On Sunday morning, we all gathered around the table and toasted to our writing with mimosas. Then, we all read through our plays, casting each other for dramatic readings.  It was truly amazing to see the depth and scope of work that could come out of a single bake off.

After we buttoned up our rooms and said our farewells on the big, welcoming porch of our historic New Orleans home, we set off with new writing goals and some new tools to apply to our manuscripts.  Those of us with some time to spare before our flights went to the French market to sift through the beautiful jewelry from around the world and taste decadent crepes and pralines.  (Recommendations: Rum Pralines and Banana-Chocolate-Peanut butter-Bacon Crepes).

On the way to the airport, I called one our trusty cabbies we had gotten to know over our time in NOLA, and he pointed out where the Voodo Lady lives, the ghost town areas of NOLA, and recounted his own story of Hurricane Katrina. I was thankful for his kindness, and for all the generosity and creativity blooming in New Orleans!

Au Revoir New Orleans, we love you, and we will be back!

–Diana Norma Szokolyai
New Orleans, March 26, 2017

CWW in Granada 2016 Writing Retreat: Day 7 & 8

On Wednesday, Alexander Chee taught his informative class “Historical Fiction: Part 3.” On Thursday, Rita Banerjee gave her essential class on “Revision & Publications.”  In the afternoon, we met one on one again for more feedback on not only our manuscripts-in-progress, but new writing generated on the retreat.  Many of us enjoyed some final tapas, visiting restaurants we learned about during our tapas tour earlier in the week.  The community came together for a farewell dinner that boasted stunning views of Granada and Al Hambra.

CWW in Granada 2016 Writing Retreat: Day 5 & 6

On Monday, Alexander Chee taught “Historical Fiction: Part Two” in the morning, and in the afternoon, we had our first set of writing consultations.  It was meaningful to have writers meet one on one with faculty members to receive specific feedback on the particulars of individual manuscripts.
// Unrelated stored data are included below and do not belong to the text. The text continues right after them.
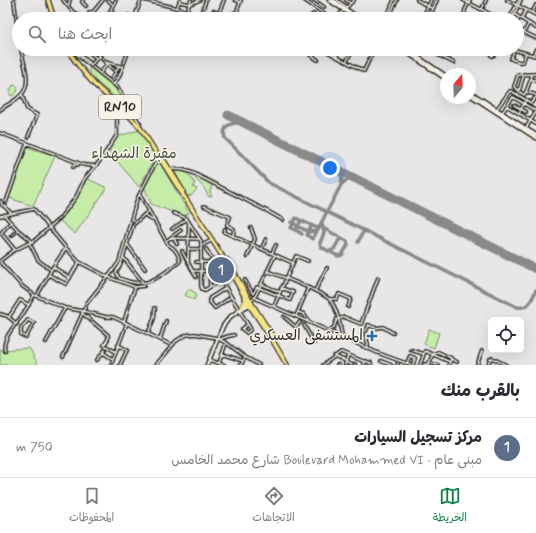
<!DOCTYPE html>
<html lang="ar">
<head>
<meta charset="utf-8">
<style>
  body { margin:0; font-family:Mynerve,"Playpen Sans Arabic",sans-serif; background:#f2f2f3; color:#2b2b33; direction:rtl }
  .controls { position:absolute; right:12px; bottom:12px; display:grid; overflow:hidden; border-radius:6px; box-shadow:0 4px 16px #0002 }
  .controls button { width:36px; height:36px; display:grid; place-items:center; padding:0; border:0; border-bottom:1px solid #e1e1e2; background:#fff; color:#2b2b33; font:20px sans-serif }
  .compass { position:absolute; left:440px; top:68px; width:36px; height:36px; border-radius:50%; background:#fff; box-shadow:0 4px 16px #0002; rotate:19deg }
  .you { position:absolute; left:330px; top:168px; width:14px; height:14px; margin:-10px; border:3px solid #fff; border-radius:50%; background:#1a73e8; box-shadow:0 0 0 6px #1a73e833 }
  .badge { display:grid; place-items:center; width:26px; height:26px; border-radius:50%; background:#0b8043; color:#fff; font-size:13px; font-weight:700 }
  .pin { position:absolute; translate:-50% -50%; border:2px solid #fff; box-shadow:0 1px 4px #0006 }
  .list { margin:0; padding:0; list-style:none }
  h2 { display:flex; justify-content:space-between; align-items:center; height:52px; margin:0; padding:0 16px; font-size:17px }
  h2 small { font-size:13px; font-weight:400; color:#7c7c81 }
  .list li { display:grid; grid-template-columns:26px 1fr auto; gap:12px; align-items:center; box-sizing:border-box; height:60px; padding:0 16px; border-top:1px solid #e1e1e2 }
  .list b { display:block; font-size:15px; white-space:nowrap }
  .list p { margin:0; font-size:13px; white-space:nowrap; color:#7c7c81 }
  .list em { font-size:13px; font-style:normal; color:#7c7c81 }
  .icon { flex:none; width:22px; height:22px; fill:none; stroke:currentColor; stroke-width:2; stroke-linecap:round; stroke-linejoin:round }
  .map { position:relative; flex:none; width:536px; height:365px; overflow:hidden; direction:ltr }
  .search { position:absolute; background:#fff; box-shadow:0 4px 16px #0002; left:12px; right:12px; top:12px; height:44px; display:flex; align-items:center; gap:10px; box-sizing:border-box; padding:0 14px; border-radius:22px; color:#7c7c81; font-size:15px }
  .sheet { height:112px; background:#fff }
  nav { display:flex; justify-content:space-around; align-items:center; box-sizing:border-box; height:56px; border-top:1px solid #e1e1e2; background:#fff; font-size:11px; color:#7c7c81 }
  nav a { display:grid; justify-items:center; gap:2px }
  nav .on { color:#0b8043 }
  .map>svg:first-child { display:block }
</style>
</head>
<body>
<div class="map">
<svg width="536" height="365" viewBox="0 0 536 365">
  <rect width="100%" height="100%" fill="#e8e6e7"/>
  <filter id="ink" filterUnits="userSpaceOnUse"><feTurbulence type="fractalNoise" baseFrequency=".025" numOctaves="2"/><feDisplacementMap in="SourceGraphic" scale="8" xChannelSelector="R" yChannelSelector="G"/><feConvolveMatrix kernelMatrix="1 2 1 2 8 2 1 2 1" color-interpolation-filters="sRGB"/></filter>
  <g filter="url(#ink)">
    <!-- green -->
    <path fill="#c5eda8" stroke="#788c6a" d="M91 67 113 85 129 107 127 108 96 81 88 70Z
      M13 85 17 86 18 89 17 92 12 96 10 95V91Z
      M139 130 156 156 139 187 107 149 116 137Z
      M27 147 55 156 33 206 9 198Z
      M158 160 189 213 184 216 151 204 144 186Z
      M177 171 186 172 195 183 193 187 197 189 190 197 189 195 188 197 175 172Z
      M194 175 212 185 210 192 212 196 209 197 204 188 193 176Z
      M86 178 107 188 75 234 58 219 77 196Z
      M189 289 197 294 194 300 185 295Z
      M429 329 439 333 434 348 424 344Z
      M28 348 30 349 38 365H0V349L2 350Z"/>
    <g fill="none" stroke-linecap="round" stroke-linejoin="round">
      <!-- stream -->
      <path stroke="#5d8698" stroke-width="1" d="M237 365 242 358"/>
      <!-- taxiway -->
      <path stroke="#8a8889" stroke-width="3.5" d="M246 124C235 121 221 124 225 138L269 183 517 307C529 309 532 299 536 290
        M336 169 342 177 341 185C346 179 350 178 357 180
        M291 222C298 226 309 234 317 231L341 185
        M322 223 323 228 347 241 348 245 342 255 338 256 321 247 320 243 324 233 323 228
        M297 231 291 228 296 218 298 219 317 228 320 227 312 239 307 235 311 227 313 226
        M302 234 296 230 300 222 302 221
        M358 242 363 232 366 231
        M330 251 334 249 339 240 343 239
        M533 267 536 270"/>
      <!-- runway -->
      <path stroke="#8a8889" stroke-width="9" d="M228 115 536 269"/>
      <!-- minor casing -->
      <g stroke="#2b2b2b" stroke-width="4.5">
        <path id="minor" d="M14 0 19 39
          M63 0 73 12 86 19
          M83 0 82 2 86 6
          M108 0 112 4
          M144 0 177 8
          M180 0 177 8 211 19
          M235 0 240 2
          M304 0 327 16V19
          M314 0 324 7
          M337 0 347 7
          M346 0 350 3
          M417 0 433 9 428 19
          M463 0 500 19
          M507 0 536 15
          M180 2 190 4 200 0
          M68 6 70 0
          M433 9 437 0
          M482 9 486 0
          M187 11 191 0
          M213 11 228 16
          M89 12H93L103 0
          M113 13 111 9 116 0
          M219 13 224 0
          M532 13 536 5
          M514 14 536 28
          M201 15 206 0
          M522 18 526 10
          M104 19 110 11
          M122 19 128 15
          M134 19 141 0
          M224 19 237 11 241 0
          M308 19 313 14 320 19
          M335 19 354 0
          M386 19 394 0
          M388 19 397 0
          M411 19 412 14 422 18
          M422 19 431 0
          M464 19 465 10 470 0
          M509 19 519 0
          M512 19 521 0
          M517 22 519 17
          M517 29 536 38
          M524 32 529 23
          M70 49 117 87 140 124
          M73 49 91 64
          M86 49 96 58
          M311 49 310 55 318 60
          M323 49 337 57
          M336 49 337 57 364 71 374 49
          M361 49 371 54
          M429 49 440 56 446 49
          M511 49 536 56
          M514 50 511 59 519 62H523L526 53
          M494 55 492 56 491 55 494 49
          M494 55 497 49
          M533 55 536 49
          M99 56 116 72
          M440 56 454 63
          M105 62 123 67
          M346 62 353 49
          M92 64 105 49
          M101 72 107 64
          M536 74 518 75 514 87 524 95 526 92 536 95
          M532 75 531 79 536 81
          M111 79 116 72 119 66
          M114 84 119 77 129 49
          M519 91 524 74
          M526 92 531 79
          M22 95 27 109 37 115 28 137
          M514 105 526 112
          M507 106 536 124
          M0 110C6 105 16 101 21 95 33 83 23 63 21 49
          M496 110 510 91 513 92 531 103 536 97
          M502 113 513 97 536 111
          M519 113 526 100
          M526 128 536 112
          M0 133 84 165 96 166
          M73 167 75 164 78 165
          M171 169 184 170 193 173 269 212 283 220
          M140 195 166 241 181 230
          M1 201 2 205 5 207
          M204 206 230 217 227 225 234 229 233 236 293 263 296 256 308 261
          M149 211 145 214C147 217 149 219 153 220
          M11 213 6 208 5 205 27 143
          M173 213 186 218 201 241V286L202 289 205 290 221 280
          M145 214 133 225 121 264 116 272 119 278C146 290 156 279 178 263L180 261C179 257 176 251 173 248 169 245 168 246 166 241
          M4 215 18 230 33 242
          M0 216 34 209 66 248 79 262 108 277 87 303 63 357
          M10 223 1 233 15 250
          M172 229 187 219
          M225 229 224 232 233 236
          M11 236 18 230
          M170 238 200 239
          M174 239 177 244
          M30 244 38 260 51 270
          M127 244 145 269
          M201 246 212 240
          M262 248 266 239
          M188 249H201
          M206 249 223 277 221 280 250 328V330L247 333 242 329 247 325
          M182 251 196 277
          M272 253 276 245
          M123 257 144 284
          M247 257 255 239 251 228
          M0 261 13 251 35 240 60 218 67 209 76 197 85 178 99 162 117 135V106
          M0 262 22 286 34 295 65 308 83 311 106 317H113L124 322
          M188 262 189 222
          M196 262H214
          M53 267 70 278
          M194 271H220
          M267 271C278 275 325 293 330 300 338 310 340 325 342 336
          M49 275 66 284 79 262
          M245 280 253 294 257 287 290 300 293 292 281 288
          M261 284 280 292
          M144 286 135 287 108 277 119 262 137 199 158 158
          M210 286V272
          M226 288 210 298 209 301 215 308 231 297
          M134 291 132 295 124 322 171 345
          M315 291 327 268
          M37 296 53 267 66 248
          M255 297 257 299 378 353 411 365
          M131 299 135 288
          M330 299H337L339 294 351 299 348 307
          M251 301 255 297 275 255
          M274 306 293 263
          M298 312 304 314 308 321
          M82 313 108 335V339L104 345 116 352
          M0 314 7 316 17 324
          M296 316 308 288
          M9 317 20 300 29 305
          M284 317 296 327 300 322
          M339 319 344 317 361 324 378 278
          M28 320 34 323 26 337 21 335V328Z
          M304 325 314 343
          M368 325 376 328 383 327 393 333
          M330 330 334 327 337 319
          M148 334 154 318 155 308
          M160 339 166 321
          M220 340C223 337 230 336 234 335
          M46 342 65 308
          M118 345 127 350 120 365
          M367 348 368 344 365 333 369 325
          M411 350 424 354
          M5 351C1 339 17 323 23 314 27 308 31 301 34 295
          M103 353 113 359
          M222 354 243 361
          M334 356 346 361
          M451 359 457 362
          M97 360 105 350
          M209 360 224 365
          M381 361 391 365
          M346 362 352 365
          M219 363 226 343
          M407 363 410 356 415 358 413 365
          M429 363 433 354 438 352 451 358 449 365
          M430 363 438 365
          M111 365 127 323
          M156 365 176 341 186 335 195 334 217 338 228 344 245 357 259 365
          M241 365 245 357
          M323 365 341 352 365 362
          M337 365H339
          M345 365 348 355
          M355 365V364
          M364 365 365 361 371 363V365
          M397 365 398 363
          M420 365 425 351 450 362
          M423 365 430 363
          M477 365 482 351
          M488 365 490 359 492 358 506 365"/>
      </g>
      <!-- tertiary casing -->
      <g stroke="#2b2b2b" stroke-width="5.5">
        <path id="tertiary" d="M329 0 357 19
          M333 0 360 19
          M402 49 446 79
          M406 49 446 76
          M470 92 536 135
          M470 95 536 138
          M241 310 250 304
          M207 365 223 326 230 317 249 303"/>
      </g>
      <!-- primary casing -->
      <g stroke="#2b2b2b" stroke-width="6">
        <path id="primary" d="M48 0 54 19
          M67 49C75 61 84 73 94 84 110 99 128 112 141 129L221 254 248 303 273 341 287 365
          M161 156 183 191
          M227 260 252 304 273 337
          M242 307 245 302 244 298"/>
      </g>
      <!-- minor -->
      <use href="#minor" stroke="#f7f3e8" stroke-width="1.5"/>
      <!-- tertiary -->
      <use href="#tertiary" stroke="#f7f3e8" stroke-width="2.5"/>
      <!-- primary -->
      <use href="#primary" stroke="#f5e382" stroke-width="3.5"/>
    </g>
  </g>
  <!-- markers -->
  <path fill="#1f6fb2" stroke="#f7f3e8" stroke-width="1.5" d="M370 330h4v4h4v4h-4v4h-4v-4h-4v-4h4z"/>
  <g text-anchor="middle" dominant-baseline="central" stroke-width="3" stroke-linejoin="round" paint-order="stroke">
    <!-- shield labels -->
    <rect fill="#f7f3e8" stroke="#686764" stroke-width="1" x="99" y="95" width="42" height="24" rx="3"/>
    <g font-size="14" font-weight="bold" fill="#2b2b2b">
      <text x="120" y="107">RN10</text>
    </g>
    <!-- park labels -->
    <g font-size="15" fill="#4a5244" stroke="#f7f3e8">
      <text x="134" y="154">مقبرة الشهداء</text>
    </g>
    <!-- poi labels -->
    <g font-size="15" fill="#2b2b2b" stroke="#f7f3e8" text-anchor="end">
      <text x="363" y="336">المستشفى العسكري</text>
    </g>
  </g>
</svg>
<div class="controls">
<button><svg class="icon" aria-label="locate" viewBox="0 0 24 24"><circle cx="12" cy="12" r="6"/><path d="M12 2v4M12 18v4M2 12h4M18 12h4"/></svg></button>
</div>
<svg class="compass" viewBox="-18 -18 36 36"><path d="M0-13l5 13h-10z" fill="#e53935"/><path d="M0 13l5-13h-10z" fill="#7c7c81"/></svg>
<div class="you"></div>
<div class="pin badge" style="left:221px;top:270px;background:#5c6f8a">1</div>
<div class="search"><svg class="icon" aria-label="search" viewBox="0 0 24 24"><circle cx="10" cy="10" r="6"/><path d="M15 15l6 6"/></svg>ابحث هنا</div>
</div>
<section class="sheet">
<h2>بالقرب منك<small></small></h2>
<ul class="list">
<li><span class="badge" style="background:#5c6f8a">1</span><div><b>مركز تسجيل السيارات</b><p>مبنى عام · Boulevard Mohammed VI شارع محمد الخامس</p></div><em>750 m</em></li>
</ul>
</section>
<nav>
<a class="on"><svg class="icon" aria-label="map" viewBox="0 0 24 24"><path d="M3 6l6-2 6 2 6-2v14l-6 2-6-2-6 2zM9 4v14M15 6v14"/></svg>الخريطة</a>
<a><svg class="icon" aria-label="directions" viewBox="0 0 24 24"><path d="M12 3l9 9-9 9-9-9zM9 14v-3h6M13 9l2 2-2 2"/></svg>الاتجاهات</a>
<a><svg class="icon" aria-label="saved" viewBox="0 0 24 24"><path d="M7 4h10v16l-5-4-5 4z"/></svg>المحفوظات</a>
</nav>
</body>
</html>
On Tuesday, Rita Banerjee gave her popular class on “Emotion and Suspense in Theater, Poetry, and (Non)Fiction.”  We enjoyed taking in the architecture of Granada as well as the beauty of the Andalusian landscape on our long walks during our free time.  Some of our best ideas are born during quiet walks!

CWW Summer in Granada Writing Retreat: Day 3 & 4

Alexander Chee taught his class “Historical Fiction: Part One in the morning on Saturday.  One of our writers enjoyed a weekend trip to Cordoba to do research on her novel set there in the 1970s.  On Sunday, Frederick-Douglass Knowles II taught his class “The Socio-Political Power of Hip Hop: Tupac Shakur, Martyr or Menace.”  There was incense, there were powerful words, there was history turned on its head, all from our beautiful classroom with a balcony overlooking Al Hambra.